Saxman’s read of the situation involving how most of those who consider themselves Republicans support keeping Cheney in the #2 slot jibes with data from a recent National Annenberg Election Survey – which reported that two-thirds of Republicans think that Bush should retain Cheney as his running mate.
At the same time, a CBS News/New York Times poll from last month offers that Cheney’s voter-approval ratings are abysmally low – with only 22 percent of those surveyed giving the vice president a favorable job-performance rating.
Contrast that to the positive reviews given to North Carolina Sen. John Edwards, who was tapped by presumptive Democratic presidential nominee John Kerry earlier this month to run as the Dems’ vice-presidential nominee, and Cheney could be seen as a weighty anchor mooring the Bush re-election ship to the dock.
“To put it bluntly, Cheney has blown it,” Sabato said. “One would have expected a classic Washington establishment insider to know how to keep his reputation intact through innumerable controversies, calling the right people here, consulting the wise men and women of D.C. there, taking the puffed-up press poobahs of the Capital City to lunch at the White House here and there.
“Anybody recall how Henry Kissinger came out of the Nixon sleaze and the Vietnam disaster smelling like a bouquet of yellow roses, at least with the bunch that counts in D.C. and New York, despite the fact that he was in both situations up to his eyeballs? Instead of being Kissinger, Cheney has been Nixon in the Bush term,” Sabato said. “He has hunkered down in the White House and undisclosed locations. He’s been uncommunicative with the broader public and unconcerned about his image until it’s too late. He’s often appeared to be the sinister puppeteer, pulling Bush’s strings on critical matters like Iraq. He’s more associated with the Halliburton scandal than anything else in the public mind.
“And most importantly from a political standpoint, Dick Cheney is now seen as a rigid ideologue, unconcerned about facts that do not fit into his preconceived notions of the world, too closely tied to the far right and too unacceptable to the voters as a whole to be what he once was: workable standby equipment, a potential president who could take office with popular support.
“In short, Cheney has failed his president and become a significant liability,” Sabato said.

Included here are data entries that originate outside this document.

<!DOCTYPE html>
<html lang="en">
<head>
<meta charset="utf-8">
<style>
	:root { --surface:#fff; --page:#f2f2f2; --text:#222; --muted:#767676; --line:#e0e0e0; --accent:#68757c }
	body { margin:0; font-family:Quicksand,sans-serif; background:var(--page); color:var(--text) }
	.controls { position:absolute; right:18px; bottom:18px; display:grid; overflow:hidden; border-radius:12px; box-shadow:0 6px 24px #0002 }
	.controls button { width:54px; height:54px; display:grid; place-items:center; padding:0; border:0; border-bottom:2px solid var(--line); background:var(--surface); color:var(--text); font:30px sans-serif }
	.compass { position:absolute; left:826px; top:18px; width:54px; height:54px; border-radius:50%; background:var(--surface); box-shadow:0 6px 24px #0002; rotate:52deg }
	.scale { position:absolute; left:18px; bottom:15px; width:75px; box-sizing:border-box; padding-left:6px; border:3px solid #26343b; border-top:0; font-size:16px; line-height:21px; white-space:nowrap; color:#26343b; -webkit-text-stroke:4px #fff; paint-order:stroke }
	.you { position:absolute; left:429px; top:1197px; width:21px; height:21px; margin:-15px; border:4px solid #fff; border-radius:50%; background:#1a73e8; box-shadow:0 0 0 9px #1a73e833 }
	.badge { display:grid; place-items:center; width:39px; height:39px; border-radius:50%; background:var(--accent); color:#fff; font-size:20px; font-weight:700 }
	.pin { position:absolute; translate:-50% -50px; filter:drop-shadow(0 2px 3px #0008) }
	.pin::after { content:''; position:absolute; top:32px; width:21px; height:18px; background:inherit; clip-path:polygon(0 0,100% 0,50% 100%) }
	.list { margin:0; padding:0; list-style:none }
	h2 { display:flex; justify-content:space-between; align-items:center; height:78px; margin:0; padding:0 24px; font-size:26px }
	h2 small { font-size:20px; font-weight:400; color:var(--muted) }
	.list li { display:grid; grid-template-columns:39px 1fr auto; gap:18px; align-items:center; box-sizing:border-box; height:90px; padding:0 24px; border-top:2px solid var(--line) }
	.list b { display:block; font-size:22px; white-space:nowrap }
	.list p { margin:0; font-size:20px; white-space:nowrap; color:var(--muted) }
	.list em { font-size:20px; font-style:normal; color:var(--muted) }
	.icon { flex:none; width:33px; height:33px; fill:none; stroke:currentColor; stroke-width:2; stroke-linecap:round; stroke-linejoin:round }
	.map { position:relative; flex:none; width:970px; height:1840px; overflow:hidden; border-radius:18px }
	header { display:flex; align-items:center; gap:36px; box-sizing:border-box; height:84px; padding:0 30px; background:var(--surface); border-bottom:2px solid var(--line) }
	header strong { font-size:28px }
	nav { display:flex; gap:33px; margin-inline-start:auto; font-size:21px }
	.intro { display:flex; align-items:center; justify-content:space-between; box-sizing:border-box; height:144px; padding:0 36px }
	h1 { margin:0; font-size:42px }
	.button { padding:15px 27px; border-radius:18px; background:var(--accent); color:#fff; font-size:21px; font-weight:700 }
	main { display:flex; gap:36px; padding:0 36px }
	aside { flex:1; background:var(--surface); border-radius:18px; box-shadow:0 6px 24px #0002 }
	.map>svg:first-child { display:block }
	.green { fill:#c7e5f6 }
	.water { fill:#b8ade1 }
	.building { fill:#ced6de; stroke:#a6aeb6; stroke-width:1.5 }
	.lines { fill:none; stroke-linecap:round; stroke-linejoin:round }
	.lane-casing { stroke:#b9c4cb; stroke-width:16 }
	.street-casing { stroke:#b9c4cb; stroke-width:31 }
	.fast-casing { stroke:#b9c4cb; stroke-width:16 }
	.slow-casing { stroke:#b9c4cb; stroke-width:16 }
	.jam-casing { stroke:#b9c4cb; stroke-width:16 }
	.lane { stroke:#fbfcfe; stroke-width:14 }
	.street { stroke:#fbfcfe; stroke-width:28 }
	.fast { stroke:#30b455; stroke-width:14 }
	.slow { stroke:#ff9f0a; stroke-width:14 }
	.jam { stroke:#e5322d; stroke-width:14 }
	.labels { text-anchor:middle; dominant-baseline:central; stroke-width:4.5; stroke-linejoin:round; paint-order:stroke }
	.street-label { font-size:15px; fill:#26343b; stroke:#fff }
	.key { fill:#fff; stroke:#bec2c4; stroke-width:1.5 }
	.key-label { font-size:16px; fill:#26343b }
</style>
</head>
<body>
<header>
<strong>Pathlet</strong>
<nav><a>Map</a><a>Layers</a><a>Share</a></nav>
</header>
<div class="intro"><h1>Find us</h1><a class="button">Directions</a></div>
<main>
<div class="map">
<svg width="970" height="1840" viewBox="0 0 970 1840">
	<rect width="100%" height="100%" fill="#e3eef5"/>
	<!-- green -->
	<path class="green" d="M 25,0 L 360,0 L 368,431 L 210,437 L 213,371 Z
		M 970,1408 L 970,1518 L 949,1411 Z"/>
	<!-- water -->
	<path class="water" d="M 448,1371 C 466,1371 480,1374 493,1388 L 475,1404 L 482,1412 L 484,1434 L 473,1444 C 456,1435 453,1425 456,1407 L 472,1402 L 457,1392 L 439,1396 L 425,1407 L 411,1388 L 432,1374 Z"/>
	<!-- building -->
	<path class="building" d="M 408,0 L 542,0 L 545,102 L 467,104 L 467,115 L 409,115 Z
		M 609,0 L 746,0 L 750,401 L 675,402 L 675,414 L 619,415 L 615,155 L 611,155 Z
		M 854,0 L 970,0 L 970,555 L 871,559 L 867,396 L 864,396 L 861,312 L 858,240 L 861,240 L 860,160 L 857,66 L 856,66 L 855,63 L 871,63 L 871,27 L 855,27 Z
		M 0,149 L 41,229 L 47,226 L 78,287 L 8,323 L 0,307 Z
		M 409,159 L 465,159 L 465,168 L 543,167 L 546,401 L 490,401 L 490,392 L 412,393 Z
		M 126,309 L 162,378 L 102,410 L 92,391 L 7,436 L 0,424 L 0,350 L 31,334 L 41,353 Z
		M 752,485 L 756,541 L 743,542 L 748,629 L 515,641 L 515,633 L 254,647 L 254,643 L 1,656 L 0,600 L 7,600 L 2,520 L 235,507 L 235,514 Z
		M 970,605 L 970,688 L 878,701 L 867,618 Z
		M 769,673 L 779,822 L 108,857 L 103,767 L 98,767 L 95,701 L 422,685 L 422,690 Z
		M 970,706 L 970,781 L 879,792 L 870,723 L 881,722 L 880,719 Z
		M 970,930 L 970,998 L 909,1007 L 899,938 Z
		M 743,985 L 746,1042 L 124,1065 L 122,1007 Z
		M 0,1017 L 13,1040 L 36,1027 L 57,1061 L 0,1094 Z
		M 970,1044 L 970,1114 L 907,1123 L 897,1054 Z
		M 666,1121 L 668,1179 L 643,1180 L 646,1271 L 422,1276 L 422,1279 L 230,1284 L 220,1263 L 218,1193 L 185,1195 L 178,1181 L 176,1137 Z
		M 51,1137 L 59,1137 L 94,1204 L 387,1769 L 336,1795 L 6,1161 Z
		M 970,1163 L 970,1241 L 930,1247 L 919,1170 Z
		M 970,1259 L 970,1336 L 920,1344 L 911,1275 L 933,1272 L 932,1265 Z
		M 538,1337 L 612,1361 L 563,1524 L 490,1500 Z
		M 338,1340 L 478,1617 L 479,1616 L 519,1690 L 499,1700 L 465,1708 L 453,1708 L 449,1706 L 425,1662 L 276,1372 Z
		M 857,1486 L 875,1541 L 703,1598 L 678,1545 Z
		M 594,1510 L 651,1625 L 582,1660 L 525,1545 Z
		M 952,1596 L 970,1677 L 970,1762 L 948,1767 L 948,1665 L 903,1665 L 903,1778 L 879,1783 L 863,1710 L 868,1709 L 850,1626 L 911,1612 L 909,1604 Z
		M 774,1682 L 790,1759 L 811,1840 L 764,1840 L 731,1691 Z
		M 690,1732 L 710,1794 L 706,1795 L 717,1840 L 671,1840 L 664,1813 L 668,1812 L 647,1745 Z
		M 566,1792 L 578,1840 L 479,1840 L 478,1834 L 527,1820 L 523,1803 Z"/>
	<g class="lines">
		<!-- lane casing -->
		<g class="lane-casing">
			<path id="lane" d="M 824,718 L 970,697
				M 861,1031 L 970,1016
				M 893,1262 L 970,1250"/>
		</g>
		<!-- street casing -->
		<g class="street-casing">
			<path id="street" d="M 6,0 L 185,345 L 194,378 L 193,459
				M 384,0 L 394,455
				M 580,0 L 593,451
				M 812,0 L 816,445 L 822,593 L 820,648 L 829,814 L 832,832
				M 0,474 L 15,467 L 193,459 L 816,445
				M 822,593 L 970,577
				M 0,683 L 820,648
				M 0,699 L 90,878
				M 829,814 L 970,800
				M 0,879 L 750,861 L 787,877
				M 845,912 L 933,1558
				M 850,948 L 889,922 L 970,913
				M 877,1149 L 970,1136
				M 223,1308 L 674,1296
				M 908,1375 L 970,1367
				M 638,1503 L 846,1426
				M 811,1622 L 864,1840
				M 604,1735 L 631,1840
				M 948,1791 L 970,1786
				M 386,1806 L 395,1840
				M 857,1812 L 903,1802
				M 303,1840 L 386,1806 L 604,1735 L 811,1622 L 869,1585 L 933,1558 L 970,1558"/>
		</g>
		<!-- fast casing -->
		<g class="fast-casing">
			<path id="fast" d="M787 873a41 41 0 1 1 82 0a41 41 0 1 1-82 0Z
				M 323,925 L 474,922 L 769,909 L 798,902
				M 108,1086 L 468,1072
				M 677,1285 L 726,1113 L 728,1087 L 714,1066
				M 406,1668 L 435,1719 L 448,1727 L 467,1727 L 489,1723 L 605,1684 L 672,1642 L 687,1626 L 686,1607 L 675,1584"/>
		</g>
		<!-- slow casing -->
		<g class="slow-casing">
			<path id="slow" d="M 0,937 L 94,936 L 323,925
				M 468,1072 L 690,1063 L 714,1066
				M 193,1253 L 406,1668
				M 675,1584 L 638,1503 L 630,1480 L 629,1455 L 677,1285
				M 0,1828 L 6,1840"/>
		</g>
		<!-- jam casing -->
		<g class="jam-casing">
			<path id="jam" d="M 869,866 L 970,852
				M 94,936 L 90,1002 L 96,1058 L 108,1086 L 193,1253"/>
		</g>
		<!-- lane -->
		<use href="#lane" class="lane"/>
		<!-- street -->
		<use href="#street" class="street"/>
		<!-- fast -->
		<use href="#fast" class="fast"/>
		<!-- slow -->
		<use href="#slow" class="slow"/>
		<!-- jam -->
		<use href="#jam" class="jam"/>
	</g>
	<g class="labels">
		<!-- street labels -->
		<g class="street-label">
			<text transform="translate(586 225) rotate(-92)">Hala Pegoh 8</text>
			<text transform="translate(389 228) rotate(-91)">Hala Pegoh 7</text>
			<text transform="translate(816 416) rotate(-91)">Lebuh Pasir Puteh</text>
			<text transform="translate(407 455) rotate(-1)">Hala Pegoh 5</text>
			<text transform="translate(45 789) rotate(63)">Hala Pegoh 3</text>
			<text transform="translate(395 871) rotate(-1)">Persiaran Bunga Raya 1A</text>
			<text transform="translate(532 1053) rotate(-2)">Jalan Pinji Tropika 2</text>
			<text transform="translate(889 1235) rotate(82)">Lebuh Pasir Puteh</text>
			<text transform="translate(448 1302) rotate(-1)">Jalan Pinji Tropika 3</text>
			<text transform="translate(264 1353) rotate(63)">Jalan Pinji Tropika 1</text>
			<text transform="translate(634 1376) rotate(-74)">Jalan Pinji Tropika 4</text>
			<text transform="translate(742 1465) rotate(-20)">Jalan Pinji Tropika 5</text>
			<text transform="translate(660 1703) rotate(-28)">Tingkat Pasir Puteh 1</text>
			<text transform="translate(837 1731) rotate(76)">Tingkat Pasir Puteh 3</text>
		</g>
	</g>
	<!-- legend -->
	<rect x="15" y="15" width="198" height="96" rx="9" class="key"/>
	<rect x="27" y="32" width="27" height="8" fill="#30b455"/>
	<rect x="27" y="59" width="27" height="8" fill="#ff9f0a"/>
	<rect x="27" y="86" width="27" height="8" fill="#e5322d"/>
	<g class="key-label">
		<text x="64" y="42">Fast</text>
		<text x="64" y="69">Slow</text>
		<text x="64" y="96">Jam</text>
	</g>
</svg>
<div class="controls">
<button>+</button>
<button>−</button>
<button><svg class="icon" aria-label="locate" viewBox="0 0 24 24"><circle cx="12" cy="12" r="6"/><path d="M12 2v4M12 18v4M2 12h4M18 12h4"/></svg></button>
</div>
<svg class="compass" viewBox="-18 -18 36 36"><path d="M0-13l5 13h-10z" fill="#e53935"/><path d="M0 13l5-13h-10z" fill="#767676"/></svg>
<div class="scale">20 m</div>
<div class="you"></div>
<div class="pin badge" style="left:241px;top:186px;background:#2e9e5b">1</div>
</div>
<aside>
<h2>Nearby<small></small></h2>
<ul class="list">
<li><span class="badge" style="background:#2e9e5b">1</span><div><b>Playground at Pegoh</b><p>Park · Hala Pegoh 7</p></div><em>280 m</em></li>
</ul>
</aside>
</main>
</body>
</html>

Del. Steve Landes, R-Weyers Cave, and the chairman of the Republican Caucus in the Virginia House of Delegates, concedes that Cheney brings some baggage to the president’s re-election effort.
“I don’t agree with the vice president’s slip of the tongue on the Senate floor recently. I think that was unfortunate,” Landes told the AFP, referring to the June 22 incident in which Cheney reportedly used the F word in a verbal exchange with Democratic Sen. Patrick Leahy on the Senate floor.
“But I will say that, honestly, that’s not the first time that an elected official let something like that slip. I’ve heard people on both sides of the aisle, Democrats and Republicans, say some things in public that they would probably wish they could take back,” Landes said. “So he shouldn’t be held any more accountable for what he said than anybody else in the past.”
Landes said he has done some research for himself into the accusations that Cheney has used his office to help throw government business to Halliburton.
“The accusations are there, but I don’t think anybody has been proven as far as there being any kind of connection between the two since the vice president took office,” Landes said.
“An ethical concern would certainly be an issue, but nothing has been founded as far as that goes,” Landes said.
Landes then cited another area of concern that has been muted, to some degree, in the current debate over Cheney’s future – regarding his health.
“That was a huge area of concern as recently as a couple of years ago, but it seems that he has things back on track with that now. I don’t think that’s a factor at all,” Landes said.
The bottom line to Landes, as it was to Saxman, is that “Dick Cheney is well-qualified to be president.”
“That should be the most important factor in this. I think the president should stick with him,” Landes said.